> **What is needed**
The data below should be copied over with complete accuracy.

> **Data section**
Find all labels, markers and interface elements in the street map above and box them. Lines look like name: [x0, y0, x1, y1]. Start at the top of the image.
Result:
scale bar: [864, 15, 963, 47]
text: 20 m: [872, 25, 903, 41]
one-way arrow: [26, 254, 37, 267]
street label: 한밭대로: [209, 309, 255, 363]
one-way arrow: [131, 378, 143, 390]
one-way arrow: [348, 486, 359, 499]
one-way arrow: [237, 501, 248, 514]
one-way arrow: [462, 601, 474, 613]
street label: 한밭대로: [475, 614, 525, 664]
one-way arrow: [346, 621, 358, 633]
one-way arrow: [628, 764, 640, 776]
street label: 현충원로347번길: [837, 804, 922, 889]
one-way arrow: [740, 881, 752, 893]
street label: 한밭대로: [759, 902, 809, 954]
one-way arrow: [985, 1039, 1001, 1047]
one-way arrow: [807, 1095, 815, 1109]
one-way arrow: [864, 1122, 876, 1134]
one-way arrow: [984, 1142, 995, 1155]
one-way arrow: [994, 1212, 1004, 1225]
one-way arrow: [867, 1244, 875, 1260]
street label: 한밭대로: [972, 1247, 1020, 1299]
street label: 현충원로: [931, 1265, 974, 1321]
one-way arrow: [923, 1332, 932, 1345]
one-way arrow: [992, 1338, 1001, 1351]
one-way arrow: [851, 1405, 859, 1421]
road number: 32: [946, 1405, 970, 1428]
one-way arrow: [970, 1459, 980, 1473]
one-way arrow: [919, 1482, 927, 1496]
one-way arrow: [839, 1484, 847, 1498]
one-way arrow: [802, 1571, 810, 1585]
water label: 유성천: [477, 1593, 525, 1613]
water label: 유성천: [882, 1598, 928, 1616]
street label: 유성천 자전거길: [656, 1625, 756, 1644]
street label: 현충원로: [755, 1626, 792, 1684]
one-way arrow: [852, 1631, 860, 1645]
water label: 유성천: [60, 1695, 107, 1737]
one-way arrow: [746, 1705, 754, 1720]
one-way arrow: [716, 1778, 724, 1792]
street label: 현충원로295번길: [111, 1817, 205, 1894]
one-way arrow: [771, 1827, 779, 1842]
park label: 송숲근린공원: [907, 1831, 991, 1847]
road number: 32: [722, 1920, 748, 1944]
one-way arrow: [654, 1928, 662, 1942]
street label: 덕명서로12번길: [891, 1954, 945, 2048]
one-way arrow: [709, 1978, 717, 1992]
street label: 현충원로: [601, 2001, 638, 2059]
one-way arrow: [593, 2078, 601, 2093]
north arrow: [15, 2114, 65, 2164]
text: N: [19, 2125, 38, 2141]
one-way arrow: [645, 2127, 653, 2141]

> **Response to the task**
Find all labels, markers and interface elements in the street map above and box them. Lines look like name: [x0, y0, x1, y1]. Start at the top of the image.
Result:
scale bar: [864, 15, 963, 47]
text: 20 m: [872, 25, 903, 41]
one-way arrow: [26, 254, 37, 267]
street label: 한밭대로: [209, 309, 255, 363]
one-way arrow: [131, 378, 143, 390]
one-way arrow: [348, 486, 359, 499]
one-way arrow: [237, 501, 248, 514]
one-way arrow: [462, 601, 474, 613]
street label: 한밭대로: [475, 614, 525, 664]
one-way arrow: [346, 621, 358, 633]
one-way arrow: [628, 764, 640, 776]
street label: 현충원로347번길: [837, 804, 922, 889]
one-way arrow: [740, 881, 752, 893]
street label: 한밭대로: [759, 902, 809, 954]
one-way arrow: [985, 1039, 1001, 1047]
one-way arrow: [807, 1095, 815, 1109]
one-way arrow: [864, 1122, 876, 1134]
one-way arrow: [984, 1142, 995, 1155]
one-way arrow: [994, 1212, 1004, 1225]
one-way arrow: [867, 1244, 875, 1260]
street label: 한밭대로: [972, 1247, 1020, 1299]
street label: 현충원로: [931, 1265, 974, 1321]
one-way arrow: [923, 1332, 932, 1345]
one-way arrow: [992, 1338, 1001, 1351]
one-way arrow: [851, 1405, 859, 1421]
road number: 32: [946, 1405, 970, 1428]
one-way arrow: [970, 1459, 980, 1473]
one-way arrow: [919, 1482, 927, 1496]
one-way arrow: [839, 1484, 847, 1498]
one-way arrow: [802, 1571, 810, 1585]
water label: 유성천: [477, 1593, 525, 1613]
water label: 유성천: [882, 1598, 928, 1616]
street label: 유성천 자전거길: [656, 1625, 756, 1644]
street label: 현충원로: [755, 1626, 792, 1684]
one-way arrow: [852, 1631, 860, 1645]
water label: 유성천: [60, 1695, 107, 1737]
one-way arrow: [746, 1705, 754, 1720]
one-way arrow: [716, 1778, 724, 1792]
street label: 현충원로295번길: [111, 1817, 205, 1894]
one-way arrow: [771, 1827, 779, 1842]
park label: 송숲근린공원: [907, 1831, 991, 1847]
road number: 32: [722, 1920, 748, 1944]
one-way arrow: [654, 1928, 662, 1942]
street label: 덕명서로12번길: [891, 1954, 945, 2048]
one-way arrow: [709, 1978, 717, 1992]
street label: 현충원로: [601, 2001, 638, 2059]
one-way arrow: [593, 2078, 601, 2093]
north arrow: [15, 2114, 65, 2164]
text: N: [19, 2125, 38, 2141]
one-way arrow: [645, 2127, 653, 2141]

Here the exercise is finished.